Nos habla de cómo sucede el poema. El poema expone la grieta entre lo real y su representación. La escritura se sitúa en una zona entre la experiencia vivida y su imposibilidad de ser dicha. Así, cuando la autora afirma que​​ el poema se ha estado pensando,​​ el poema avanza,​​ el poema espera una señal,​​ el poema es una tumba,​​ el poema es el lugar de la distorsión,​​ el poema acontece, no es un objeto lingüístico pasivo, sino una entidad con un modo de ser propio, entre la metáfora y la personificación.

Los títulos que componen el libro llevan a pensar en una suerte de juego de instrucciones al estilo de Cortázar en​​ Historias de cronopios y de famas.​​ Instrucciones para subir una escalera,​​ Instrucciones para llorar,​​ Instrucciones para cantar.​​ Textos con una mirada surrealista sobre la cotidianidad, pero en el caso de Corina Oproae, ella pone en juego la memoria familiar, el trauma, el cuerpo, la realidad, los orígenes, el viaje, la muerte y sobre todo, la propia escritura: EL POEMA.
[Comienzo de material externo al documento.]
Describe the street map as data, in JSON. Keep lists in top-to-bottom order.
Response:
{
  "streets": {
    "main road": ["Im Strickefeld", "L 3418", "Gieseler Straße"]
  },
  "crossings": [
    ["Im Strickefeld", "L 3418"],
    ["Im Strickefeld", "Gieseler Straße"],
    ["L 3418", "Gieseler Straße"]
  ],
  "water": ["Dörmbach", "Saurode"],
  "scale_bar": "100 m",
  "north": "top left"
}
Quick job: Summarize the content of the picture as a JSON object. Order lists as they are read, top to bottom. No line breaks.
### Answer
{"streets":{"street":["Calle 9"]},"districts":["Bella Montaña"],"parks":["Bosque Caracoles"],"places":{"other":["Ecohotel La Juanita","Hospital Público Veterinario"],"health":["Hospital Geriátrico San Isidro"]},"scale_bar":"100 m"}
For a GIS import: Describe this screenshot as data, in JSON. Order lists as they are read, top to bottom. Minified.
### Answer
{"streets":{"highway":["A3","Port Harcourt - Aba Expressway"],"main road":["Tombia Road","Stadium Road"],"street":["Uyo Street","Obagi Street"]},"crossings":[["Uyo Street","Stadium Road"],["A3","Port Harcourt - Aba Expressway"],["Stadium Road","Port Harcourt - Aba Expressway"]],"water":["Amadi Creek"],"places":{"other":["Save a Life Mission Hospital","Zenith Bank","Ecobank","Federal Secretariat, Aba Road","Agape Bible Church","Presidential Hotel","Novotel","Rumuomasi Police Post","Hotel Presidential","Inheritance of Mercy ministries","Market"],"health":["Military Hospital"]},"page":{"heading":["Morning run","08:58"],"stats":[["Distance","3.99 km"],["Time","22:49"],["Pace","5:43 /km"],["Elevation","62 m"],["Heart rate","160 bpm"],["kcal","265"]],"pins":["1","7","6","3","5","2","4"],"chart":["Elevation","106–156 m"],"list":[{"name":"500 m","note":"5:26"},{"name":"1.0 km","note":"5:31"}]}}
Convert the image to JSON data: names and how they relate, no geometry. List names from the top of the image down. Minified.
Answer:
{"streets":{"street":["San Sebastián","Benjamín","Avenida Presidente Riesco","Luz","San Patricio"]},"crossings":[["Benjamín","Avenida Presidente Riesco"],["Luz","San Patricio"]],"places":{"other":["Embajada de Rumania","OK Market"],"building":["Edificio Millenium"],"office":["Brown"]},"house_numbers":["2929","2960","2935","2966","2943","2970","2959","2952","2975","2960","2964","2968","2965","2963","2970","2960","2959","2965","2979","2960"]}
Si en Cortázar es un extraño juego de​​ 
instrucciones de uso, en Oproae no se trata de cómo hacer, sino de cómo​​ habitar la herida, el duelo, el lenguaje.​​ 

En el poema que da título al libro​​ Cómo enterrar al padre en un poema, el padre aparece, como cuerpo que se disuelve, o se funde con el paisaje. Enterrar al padre no es clausurar el duelo, sino abordar la ausencia desde otro lugar. La repetición casi hipnótica de​​ “un padre es un padre”​​ funciona como una estrategia de vaciamiento. Cuanto más se insiste en la fórmula, más se revela su insuficiencia. El lenguaje tropieza con su propio límite. El padre aparece como cuerpo que se disuelve, como nombre que no alcanza, como figura que solo puede ser contenida en el espacio ritual del poema-tumba.

 

y comprendes

que no es el padre ni la nieve ni el ciervo

quien acude al poema

que es el poema mismo

quien decide

cuándo el padre desaparece

cuándo la nieve se derrite

 

o si el ciervo asoma

 

 

La voz lírica reconoce que el poema​​ se ha estado pensando​​ antes de ser escrito y afirma que es el poema quien decide cuándo una figura aparece o desaparece: “es el poema mismo / quien decide / cuándo el padre desaparece”.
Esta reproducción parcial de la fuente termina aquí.